Ce livre est celui d’un «polycarpe», référence à saint Polycarpe, évêque de Smyrne, qui se plaignait à Dieu du siècle dans lequel il l’avait fait naître.
Pourtant, en ce qui me concerne, tout avait bien commencé. Je suis venu au monde en cette période bénie, pacifiée, pacifique et prospère que l’on appelle les Trente Glorieuses. Né en 1957, j’ai grandi dans cette douce France, le pays cher à mon enfance où j’aimais la modernité qui s’offrait à moi. Puis est intervenu Mai 68 alors que je m’apprêtais à faire mon entrée dans un collège militaire de mon choix. Premier décalage avec l’homme moderne issu de cette révolte.
Poursuivant une carrière dans le Service de Santé des Armées, l’Histoire est venue à ma rencontre quand ont surgi les « événements » de novembre 1984 en Nouvelle-Calédonie et que j’exerçais comme médecin de brousse en plein fief FLNKS.
Ensuite, en 1986, j’ai découvert ce qu’était réellement l’Armée française comme médecin-chef dans un régiment du Génie en Alsace puis comme psychiatre officiant dans les hôpitaux militaires parisiens. Grande affaire à l’époque : le service militaire et les réformes pour des raisons psychiatriques. Autre stigmate du malaise dans la conscription : 1 % des appelés incorporés tentaient de se suicider.
Depuis 2002, exerçant en ville, je sens battre le pouls de la société francilienne, recevant des gens d’âges et de milieux divers dont beaucoup se plaignent de ne plus se reconnaître dans notre époque.

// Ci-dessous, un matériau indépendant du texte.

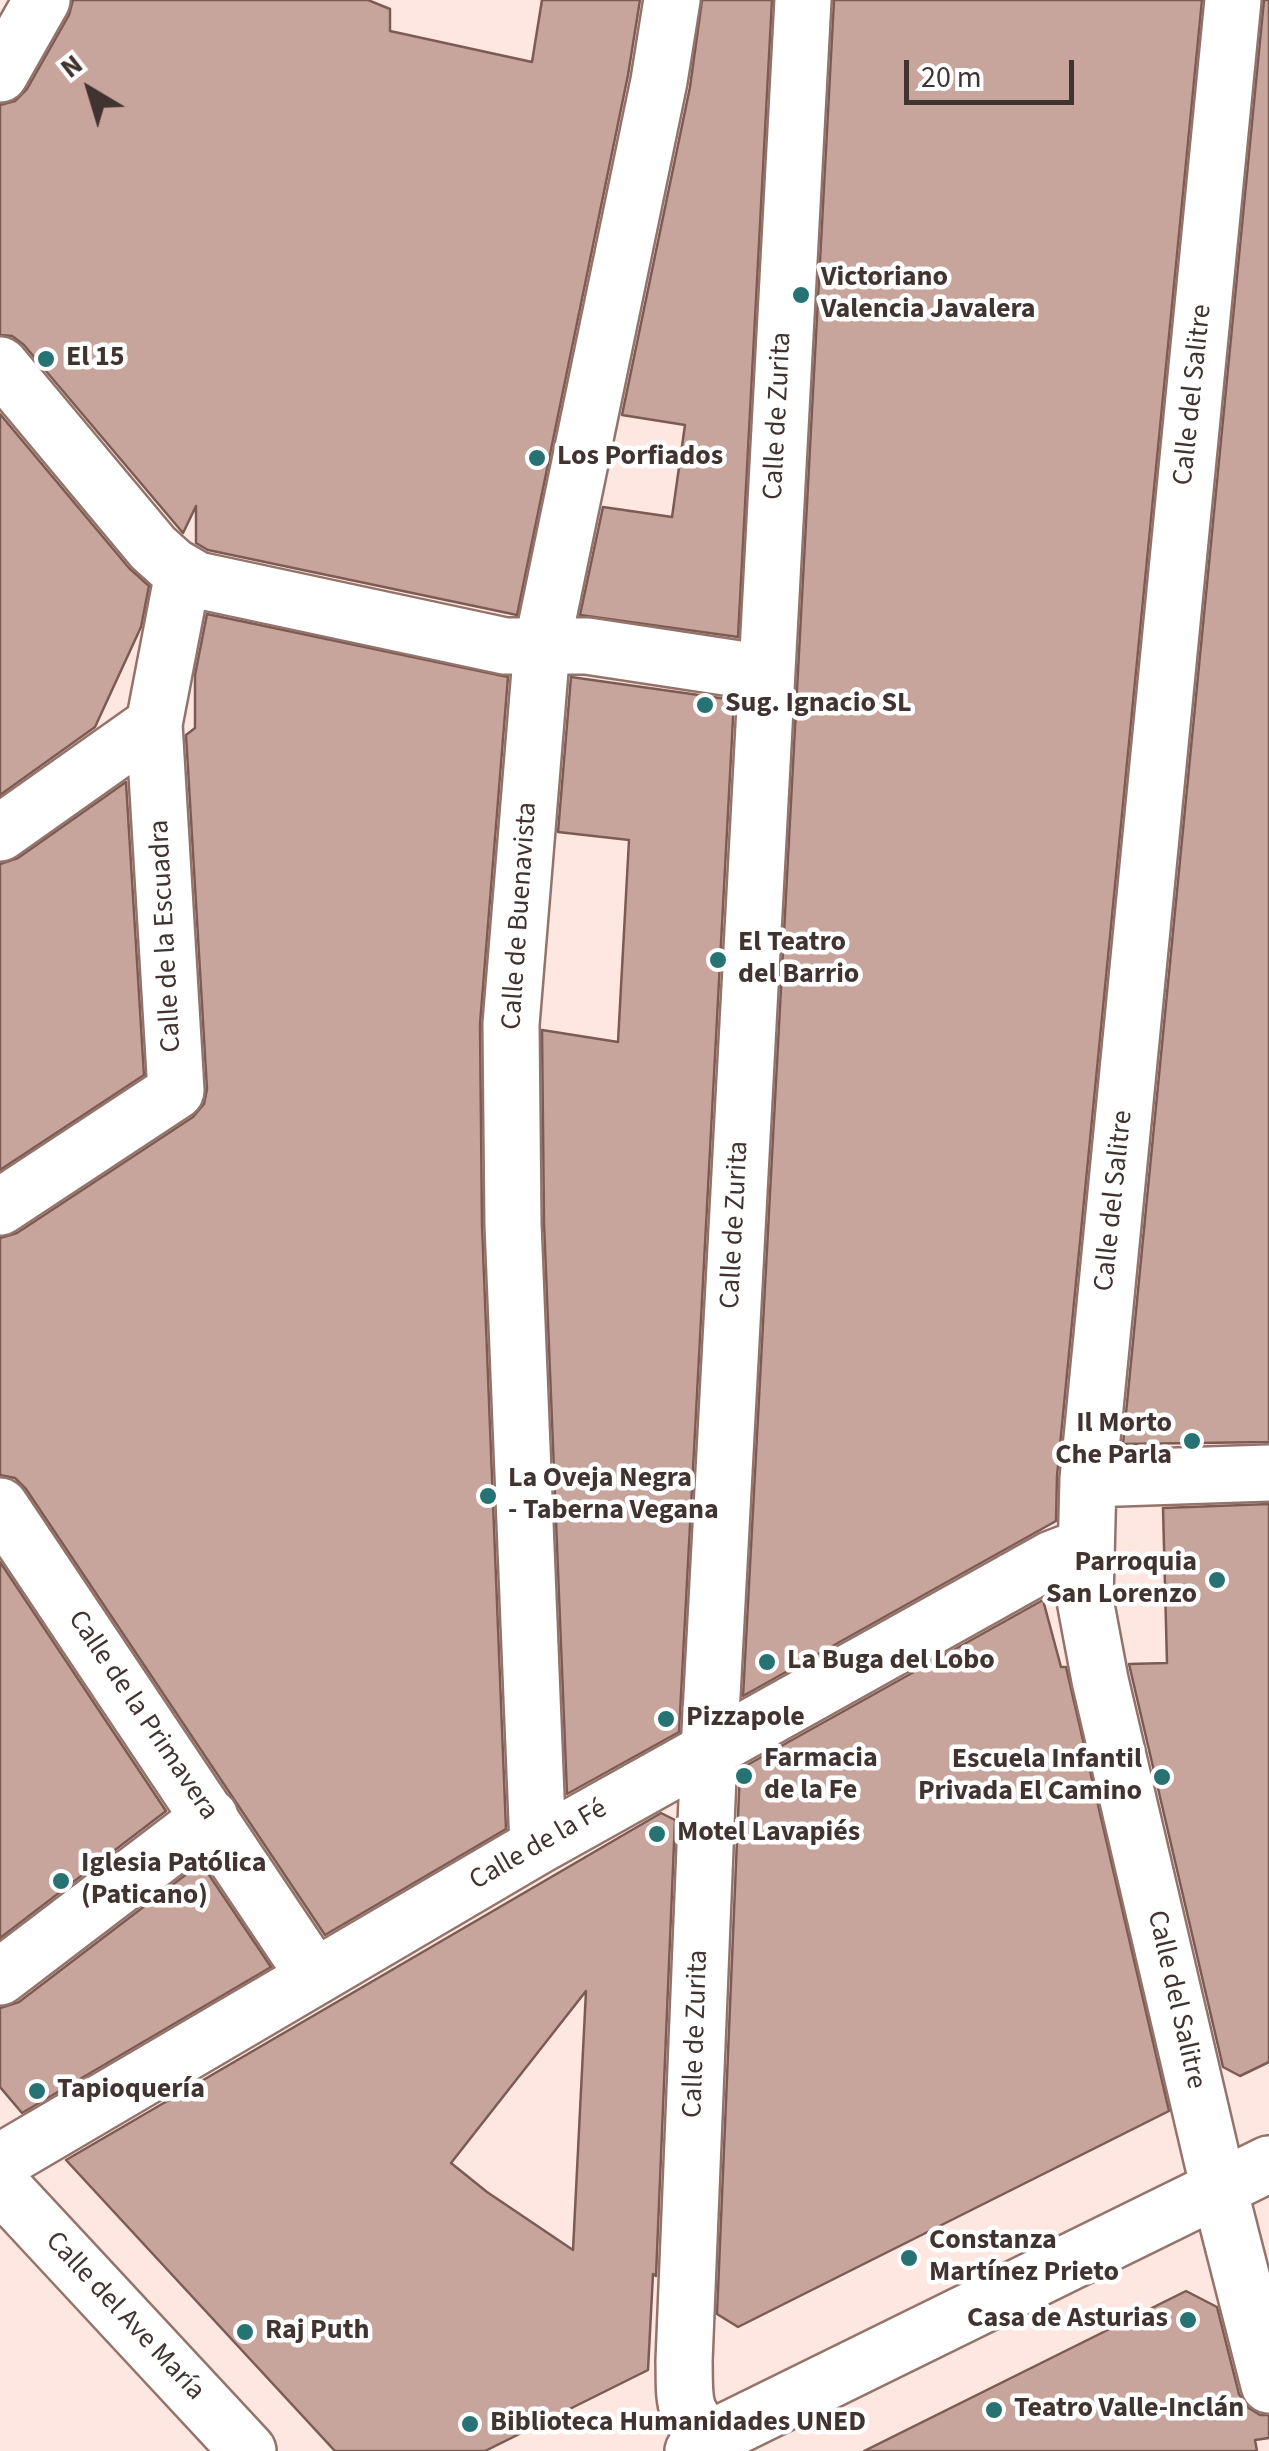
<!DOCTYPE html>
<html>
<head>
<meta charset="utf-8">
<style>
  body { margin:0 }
  #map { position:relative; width:1269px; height:2451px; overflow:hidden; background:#fee7e1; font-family:"Source Sans 3",sans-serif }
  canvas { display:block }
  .north { position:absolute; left:40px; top:40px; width:100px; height:100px; -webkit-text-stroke:8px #fff; paint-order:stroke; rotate:322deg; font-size:28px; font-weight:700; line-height:40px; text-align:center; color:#41332f }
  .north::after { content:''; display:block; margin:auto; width:35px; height:45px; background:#41332f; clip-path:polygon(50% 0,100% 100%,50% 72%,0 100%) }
  .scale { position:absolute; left:904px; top:60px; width:170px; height:45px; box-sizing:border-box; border:5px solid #41332f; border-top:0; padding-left:12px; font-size:30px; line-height:35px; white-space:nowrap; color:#41332f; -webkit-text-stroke:8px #fff; paint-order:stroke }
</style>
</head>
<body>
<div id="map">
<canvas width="1269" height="2451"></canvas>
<div class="north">N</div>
<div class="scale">20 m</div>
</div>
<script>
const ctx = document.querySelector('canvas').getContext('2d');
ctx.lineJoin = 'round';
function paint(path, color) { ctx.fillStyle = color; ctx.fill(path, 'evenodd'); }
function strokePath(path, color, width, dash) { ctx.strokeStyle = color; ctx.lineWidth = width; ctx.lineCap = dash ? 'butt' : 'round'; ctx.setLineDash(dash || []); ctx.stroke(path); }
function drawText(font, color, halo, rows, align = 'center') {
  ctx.font = font + ' "Source Sans 3",sans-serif'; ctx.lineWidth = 9; ctx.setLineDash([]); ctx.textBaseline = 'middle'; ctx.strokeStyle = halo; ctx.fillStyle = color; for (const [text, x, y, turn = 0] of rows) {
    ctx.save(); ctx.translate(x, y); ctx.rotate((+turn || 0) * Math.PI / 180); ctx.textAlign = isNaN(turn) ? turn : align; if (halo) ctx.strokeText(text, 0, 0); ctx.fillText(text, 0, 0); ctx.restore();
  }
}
const building = new Path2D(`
  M 73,0 L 368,0 L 390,9 L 390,31 L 532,62 L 542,0 L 640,0 L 628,75 L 517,615 L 208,550 L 196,543 L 196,506 L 183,533 L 24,345 L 12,336 L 0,335 L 0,105 L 15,101 L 27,89 L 69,15 Z
  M 702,0 L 772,0 L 738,637 L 580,615 L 603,507 L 672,517 L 685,425 L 622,415 L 690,87 Z
  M 834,0 L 1202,0 L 1057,1476 L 1056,1521 L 743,1696 Z
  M 1264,0 L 1269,0 L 1269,1442 L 1123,1444 Z
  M 0,414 L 129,568 L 149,586 L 141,627 L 95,727 L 0,795 Z
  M 207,614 L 508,677 L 480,1024 L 482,1225 L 506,1829 L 325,1935 L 26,1489 L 15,1478 L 0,1475 L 0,1238 L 17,1233 L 193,1117 L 204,1104 L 207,1089 L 186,735 L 195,728 L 195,675 Z
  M 571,677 L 734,700 L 679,1732 L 567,1794 L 544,1223 L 542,1030 L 618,1042 L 629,840 L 558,832 Z
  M 126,782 L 144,1075 L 0,1170 L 0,864 L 18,858 Z
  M 1269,1504 L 1269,2062 L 1240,2076 L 1223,2067 L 1129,1664 L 1167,1663 L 1163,1508 Z
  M 0,1562 L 166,1811 L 0,1938 Z
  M 1043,1600 L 1061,1667 L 1066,1667 L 1169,2111 L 738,2327 L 717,2314 L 740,1769 Z
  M 661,1813 L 675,1820 L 656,2276 L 653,2274 L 648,2370 L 485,2451 L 335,2451 L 66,2160 ZM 586,1991 L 573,2250 L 487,2192 L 451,2163 Z
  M 201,1863 L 271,1967 L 22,2113 L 0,2087 L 0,2008 L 19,2002 Z
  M 1186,2291 L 1217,2307 L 1239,2394 L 1247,2407 L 1260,2415 L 1269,2415 L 1269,2438 L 1255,2440 L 1257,2451 L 864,2451 Z`);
paint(building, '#c8a59c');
strokePath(building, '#7b5b53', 2.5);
const street = new Path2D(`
  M 1233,0 L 1088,1479 L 1085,1600 L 1100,1680 L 1219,2189 L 1269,2385
  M 0,74 L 42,0
  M 0,365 L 153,548 L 173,566 L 197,580 L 505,646 L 587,646 L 765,673
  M 0,833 L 154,724
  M 0,1207 L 176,1091 L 154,724 L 183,573
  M 1088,1479 L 1269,1473
  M 0,1506 L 315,1977
  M 538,1846 L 513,1224 L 511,1024 L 542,646 L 659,81 L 672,0
  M 0,1977 L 210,1817
  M 0,2162 L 538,1846 L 1052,1559 L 1086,1546
  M 0,2184 L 248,2451
  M 714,2437 C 680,2418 685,2397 684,2361 L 709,1751 L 803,0
  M 693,2451 L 714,2437 L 1269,2164`);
strokePath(street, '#94736a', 60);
strokePath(street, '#fff', 55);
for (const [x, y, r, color] of [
  [801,295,10,"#277272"],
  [46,359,10,"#277272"],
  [537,458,10,"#277272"],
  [705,705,10,"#277272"],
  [718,960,10,"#277272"],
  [1192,1441,10,"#277272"],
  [488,1496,10,"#277272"],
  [1217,1580,10,"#277272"],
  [767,1662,10,"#277272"],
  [666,1719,10,"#277272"],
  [744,1776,10,"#277272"],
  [1162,1777,10,"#277272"],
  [657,1834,10,"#277272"],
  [61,1881,10,"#277272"],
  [37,2091,10,"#277272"],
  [909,2258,10,"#277272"],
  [1188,2320,10,"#277272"],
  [245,2332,10,"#277272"],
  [994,2410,10,"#277272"],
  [470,2424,10,"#277272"]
]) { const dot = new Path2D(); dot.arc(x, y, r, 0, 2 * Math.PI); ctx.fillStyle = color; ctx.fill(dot); strokePath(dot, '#fff', 4); }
drawText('bold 28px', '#41332f', '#fff', [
  ["Victoriano",821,279],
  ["Valencia Javalera",821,311],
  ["El 15",66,359],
  ["Los Porfiados",557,458],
  ["Sug. Ignacio SL",725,705],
  ["El Teatro",738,944],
  ["del Barrio",738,976],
  ["Il Morto",1172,1425,"right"],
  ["Che Parla",1172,1457,"right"],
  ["La Oveja Negra",508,1480],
  ["- Taberna Vegana",508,1512],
  ["Parroquia",1197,1564,"right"],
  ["San Lorenzo",1197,1596,"right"],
  ["La Buga del Lobo",787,1662],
  ["Pizzapole",686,1719],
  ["Farmacia",764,1760],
  ["de la Fe",764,1792],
  ["Escuela Infantil",1142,1761,"right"],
  ["Privada El Camino",1142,1793,"right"],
  ["Motel Lavapiés",677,1834],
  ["Iglesia Patólica",81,1865],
  ["(Paticano)",81,1897],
  ["Tapioquería",57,2091],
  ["Constanza",929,2242],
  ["Martínez Prieto",929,2274],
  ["Casa de Asturias",1168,2320,"right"],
  ["Raj Puth",265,2332],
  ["Teatro Valle-Inclán",1014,2410],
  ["Biblioteca Humanidades UNED",490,2424]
], 'left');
drawText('28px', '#41332f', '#fff', [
  ["Calle del Salitre",1194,395,-84],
  ["Calle de Zurita",779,416,-87],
  ["Calle de Buenavista",521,916,-86],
  ["Calle de la Escuadra",167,936,-93],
  ["Calle del Salitre",1115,1201,-84],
  ["Calle de Zurita",736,1225,-87],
  ["Calle de la Primavera",142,1716,56],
  ["Calle de la Fé",539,1846,-30],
  ["Calle del Salitre",1175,2000,77],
  ["Calle de Zurita",697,2034,-88],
  ["Calle del Ave María",124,2317,47]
]);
</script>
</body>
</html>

Comme eux, je souffre de bouffées de polycarpisme, un terme inventé par Roland Barthes pour désigner le mal qui consiste à voir son époque comme une boîte à chagrin.
Ce livre fait écho à cette part de désarroi qui prend sa source dans le fait que nous avons changé de paradigme en décidant, en 1945, de rompre avec l'Histoire (principe d’intangibilité des frontières), si bien que notre époque est contrainte d’inventer, au jour le jour, un modèle de société radicalement nouveau et qui est loin d’être aussi lumineux qu’on veut bien le dire.
Désormais les guerriers ne font plus la Loi ; ils n’écrivent plus l’Histoire. La puissance de l'argent suffit à faire tourner le monde. Le phallus, comme disent les psychanalystes, a changé de nature et de lieu : il n'est plus le glaive mais le dollar ; il a déserté la classe politique qui, jusqu'alors, était intimement liée à la fonction guerrière, pour rejoindre le monde des affaires et de la finance.
Ainsi va le monde. Mais sait-il seulement vers quels rivages il vogue ?
Le polycarpe que je suis s’interroge sur l’avenir d’un édifice qui ne repose plus que sur une seule structure, liée à la fonction productrice, quand la société historique qui nous précédait en avait trois. Il s’interroge aussi sur la standardisation qui s’exerce dans tous les domaines : en économie (globalisation, mondialisation…), au plan social (abandon du patriarcat, libéralisation des mœurs…), architectural (immeubles, gratte-ciel semblables à New York, Singapour ou Tanger) et culturel (tourisme de masse, musique, cinéma…) et qui, partout, crée une société et un citoyen universels. À la coalition des cultures, chère à Claude Lévi-Strauss, succéderait l’uniformisation, c’est-à-dire le vide, le néant.
Le polycarpe n’est pas seulement mal dans son époque, il est inquiet de l’avenir d’une société qui s’est édifiée sur une perte, celle de l’illusion d’innocence de l’humanité, et dans la fuite de l’horreur, celle de son passé et celle, immédiate, du danger d’une guerre planétaire et nucléaire.